Beginning in 2015, the MDR Study aimed to enroll 200 participants. The overall cohort size was calculated to provide adequate power to validate our previously published loop diuretic natriuretic response prediction equation, a primary study question in Table . Detecting a statistically significant difference (P %3C 0.05) with an area under the curve (AUC) of ≥0.8 with a power of 90% only requires 34 patients. As such, we focused rather on the size of the confidence interval of the AUC. With a population of 200 participants, there was 90% power to detect a 95% confidence interval error margin of 0.06 and 0.04 for an AUC of 0.8 and 0.9, respectively (α = 0.05). All other study question power calculations were performed as a derivative of this primary study population size.

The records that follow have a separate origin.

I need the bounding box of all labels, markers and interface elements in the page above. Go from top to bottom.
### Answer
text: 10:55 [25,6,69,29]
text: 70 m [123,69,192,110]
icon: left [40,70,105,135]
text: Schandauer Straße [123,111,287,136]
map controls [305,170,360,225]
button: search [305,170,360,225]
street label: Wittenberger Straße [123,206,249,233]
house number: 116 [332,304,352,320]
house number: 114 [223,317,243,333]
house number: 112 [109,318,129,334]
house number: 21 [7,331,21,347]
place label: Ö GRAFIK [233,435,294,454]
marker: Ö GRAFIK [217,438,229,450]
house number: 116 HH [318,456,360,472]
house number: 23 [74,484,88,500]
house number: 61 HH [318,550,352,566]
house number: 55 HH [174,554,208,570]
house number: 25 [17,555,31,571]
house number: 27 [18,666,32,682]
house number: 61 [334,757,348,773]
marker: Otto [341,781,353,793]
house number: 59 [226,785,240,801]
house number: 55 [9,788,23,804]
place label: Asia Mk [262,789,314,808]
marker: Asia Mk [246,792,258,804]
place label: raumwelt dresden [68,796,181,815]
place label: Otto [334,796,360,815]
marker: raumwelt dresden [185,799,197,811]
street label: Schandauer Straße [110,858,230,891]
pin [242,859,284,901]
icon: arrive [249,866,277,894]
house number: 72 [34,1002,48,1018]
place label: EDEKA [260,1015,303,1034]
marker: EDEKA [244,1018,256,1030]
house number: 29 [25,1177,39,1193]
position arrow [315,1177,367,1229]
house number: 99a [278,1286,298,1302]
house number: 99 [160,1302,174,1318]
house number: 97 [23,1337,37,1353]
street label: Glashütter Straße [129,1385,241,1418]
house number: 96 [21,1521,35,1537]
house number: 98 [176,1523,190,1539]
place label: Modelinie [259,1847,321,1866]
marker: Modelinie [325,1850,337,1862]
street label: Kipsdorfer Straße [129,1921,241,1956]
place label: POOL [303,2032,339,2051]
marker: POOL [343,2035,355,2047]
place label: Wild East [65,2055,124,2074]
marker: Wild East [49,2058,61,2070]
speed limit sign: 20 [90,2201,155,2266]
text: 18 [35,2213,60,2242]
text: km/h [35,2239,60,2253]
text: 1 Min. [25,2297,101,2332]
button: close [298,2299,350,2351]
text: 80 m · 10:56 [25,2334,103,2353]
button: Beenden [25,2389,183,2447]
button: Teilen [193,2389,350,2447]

We projected that ~50–66% of patients in the total cohort would qualify for the randomized sub‐study (Visit 2). At 2 years of enrollment, only 26% (n = 60) of 228 enrolled participants were randomized in the sub‐study. The Visit 2 enrollment target was modified to a goal of 100 patients with expansion of the total study population size to reach that goal. To date, the MDR Study has enrolled 460 total participants, with enrollment into the Visit 2 sub‐study nearly complete. Enrollment is estimated to be completed by July 2020.

Discussion

The MDR Study will facilitate investigation into the multitude of clinical questions surrounding DR in ADHF. The central study goals are rapid identification of patients with DR and identification of DR mechanisms in ADHF. By developing the knowledge base and tools to rapidly identify DR, days of ‘wasted’ hospitalization with ineffective diuresis can potentially be avoided. Understanding the mechanism(s) of DR in patients with ADHF is a critical step in improving care in this population. As multiple medications with antagonistic activity at renal sodium transporters/channels are already available, knowledge of the nephron segment location and specific transporters responsible for DR can be immediately translated to patient care at low cost.

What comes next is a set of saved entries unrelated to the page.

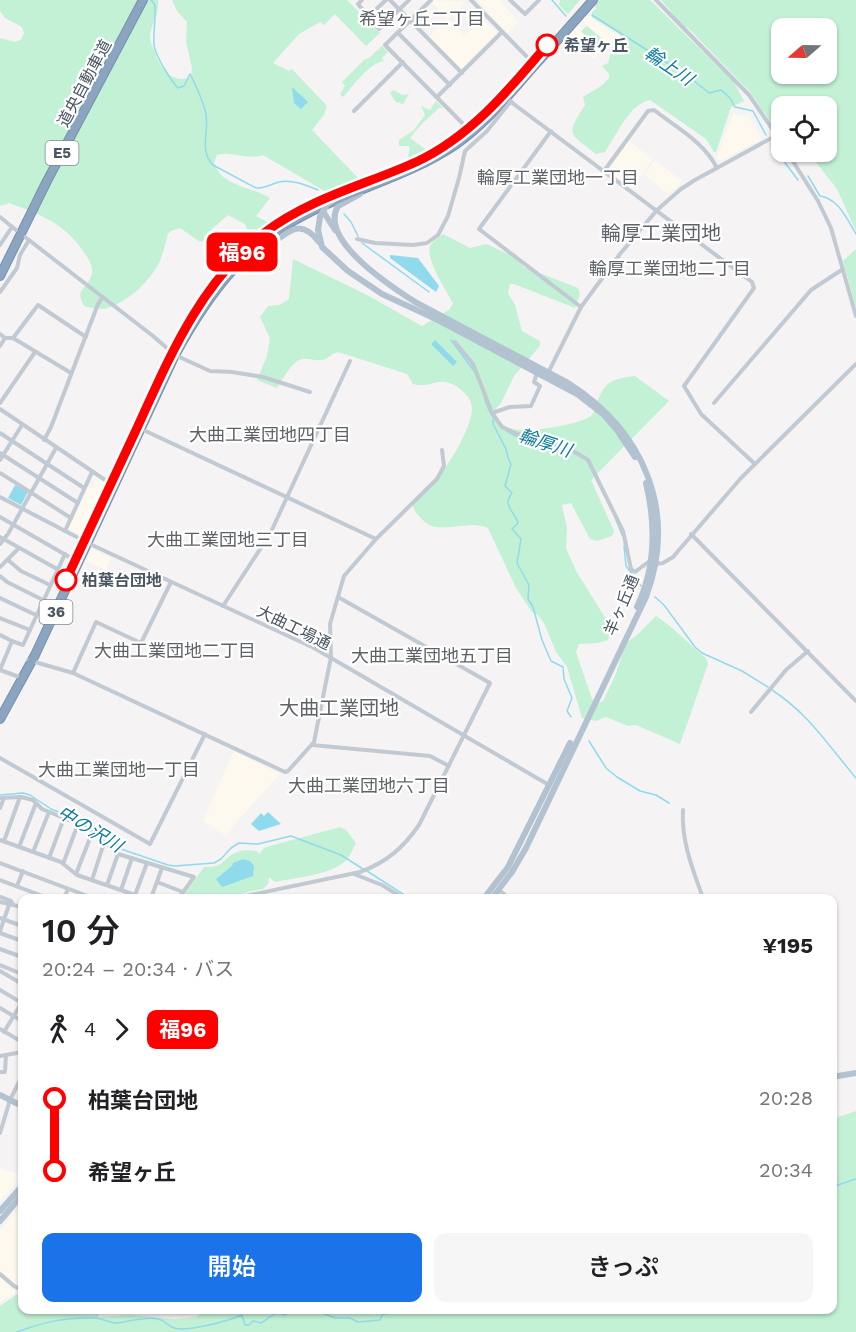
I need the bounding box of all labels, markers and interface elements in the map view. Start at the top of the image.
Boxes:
district label: 希望ヶ丘二丁目 [359,8,485,29]
north arrow [771,18,837,84]
map controls [771,18,837,162]
marker: 希望ヶ丘 [536,34,558,56]
street label: 道央自動車道 [54,36,115,130]
place label: 希望ヶ丘 [564,36,628,55]
water label: 輪上川 [641,42,699,91]
button: locate [771,96,837,162]
road number: E5 [46,141,78,165]
district label: 輪厚工業団地一丁目 [477,167,639,188]
district label: 輪厚工業団地 [601,221,721,245]
line badge: 福96 [208,232,276,272]
text: 福96 [219,240,265,265]
district label: 輪厚工業団地二丁目 [589,258,751,279]
district label: 大曲工業団地四丁目 [189,424,351,445]
water label: 輪厚川 [516,424,576,461]
district label: 大曲工業団地三丁目 [147,529,309,550]
marker: 柏葉台団地 [55,569,77,591]
place label: 柏葉台団地 [82,571,162,590]
street label: 羊ヶ丘通 [600,572,643,638]
road number: 36 [40,600,72,624]
street label: 大曲工場通 [254,601,334,654]
district label: 大曲工業団地二丁目 [94,640,256,661]
district label: 大曲工業団地五丁目 [351,645,513,666]
district label: 大曲工業団地 [279,696,399,720]
district label: 大曲工業団地一丁目 [38,759,200,780]
district label: 大曲工業団地六丁目 [288,775,450,796]
water label: 中の沢川 [54,801,128,857]
text: 10 分 [42,911,120,950]
text: ¥195 [763,933,813,958]
text: 20:24 – 20:34 · バス [42,957,234,981]
icon: walk [42,1013,75,1046]
icon: forward [105,1013,138,1046]
text: 4 [84,1017,96,1041]
text: 福96 [159,1017,206,1042]
text: 20:28 [759,1086,813,1110]
text: 柏葉台団地 [88,1088,198,1113]
text: 20:34 [759,1158,813,1182]
text: 希望ヶ丘 [88,1160,176,1185]
button: 開始 [42,1233,422,1302]
button: きっぷ [434,1233,813,1302]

Limitations of the MDR Study are extensions of intentionally enrolling a heterogeneous, real‐world cohort. In an effort to capture this population, patients hospitalized with ADHF are enrolled even if completion of all longitudinal assessment visits is not expected. Reasons for non‐completion of all visits could be medical (e.g. worsening creatinine with cessation of IV diuretic therapy) or at the participant level (e.g. unlikely to return for an outpatient follow‐up visit). Despite an intensely supervised 6 h urine collection, missing or spilled urine voids still infrequently occur. Missing voids are documented for inclusion in analyses. Study data that are generated during standard‐of‐care medical orders may be missing in some patients based upon unavailable data.

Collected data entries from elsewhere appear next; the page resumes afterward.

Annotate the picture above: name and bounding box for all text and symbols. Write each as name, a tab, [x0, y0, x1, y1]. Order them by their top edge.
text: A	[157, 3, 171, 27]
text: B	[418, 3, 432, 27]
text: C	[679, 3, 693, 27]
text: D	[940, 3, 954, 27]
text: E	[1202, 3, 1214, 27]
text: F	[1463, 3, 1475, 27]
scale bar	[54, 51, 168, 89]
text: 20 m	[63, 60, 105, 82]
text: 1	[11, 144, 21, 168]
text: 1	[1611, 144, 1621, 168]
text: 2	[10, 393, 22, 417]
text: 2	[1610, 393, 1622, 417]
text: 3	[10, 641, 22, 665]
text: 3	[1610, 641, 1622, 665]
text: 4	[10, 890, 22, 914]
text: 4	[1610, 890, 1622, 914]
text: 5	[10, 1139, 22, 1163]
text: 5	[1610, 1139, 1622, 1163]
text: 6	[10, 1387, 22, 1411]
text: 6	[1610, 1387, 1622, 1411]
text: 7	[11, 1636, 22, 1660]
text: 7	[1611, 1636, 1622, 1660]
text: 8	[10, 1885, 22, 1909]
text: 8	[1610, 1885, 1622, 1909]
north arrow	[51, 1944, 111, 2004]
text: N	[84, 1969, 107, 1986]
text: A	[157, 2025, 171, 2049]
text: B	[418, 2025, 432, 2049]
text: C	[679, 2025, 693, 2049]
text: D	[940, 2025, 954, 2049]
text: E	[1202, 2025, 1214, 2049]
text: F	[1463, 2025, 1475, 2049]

The MDR Study will provide a methodologically rigorous dataset and biorepository to study the mechanisms of DR longitudinally in a diverse real‐world population of patients hospitalized with ADHF. The planned investigations will provide unique insight on the specific mechanisms of DR and impact of different diuretic strategies to restore diuretic response. The findings will provide critical information towards our understanding of DR in patients with ADHF on contemporary medical management.

Conflict of interest

J.M.T. reports grants and personal fees from Sequana Medical, BMS, 3ive Labs, Boehringer Ingelheim, Sanofi, and FIRE1; personal fees from AstraZeneca, Novartis, Cardionomic, Bayer, MagentaMed, Reprieve Medical, W.L. Gore, and Windtree Therapeutics; and grants from Otsuka and Abbott outside the submitted work. Ms.M. reports personal fees from Sequana Medical.

Funding

This publication was made possible by the National Institutes of Health(NIH)/National Heart, Lung, and Blood Institute Grant R01HL128973, Award 5T32HL007950 (to MG), P30DK079310 from the National Institute of Diabetes and Digestive and Kidney Diseases, and by CTSA Grant Number UL1 TR000142 from the National Center for Advancing Translational Sciences, a component of the NIH. Its contents are solely the responsibility of the authors and do not necessarily represent the official view of NIH.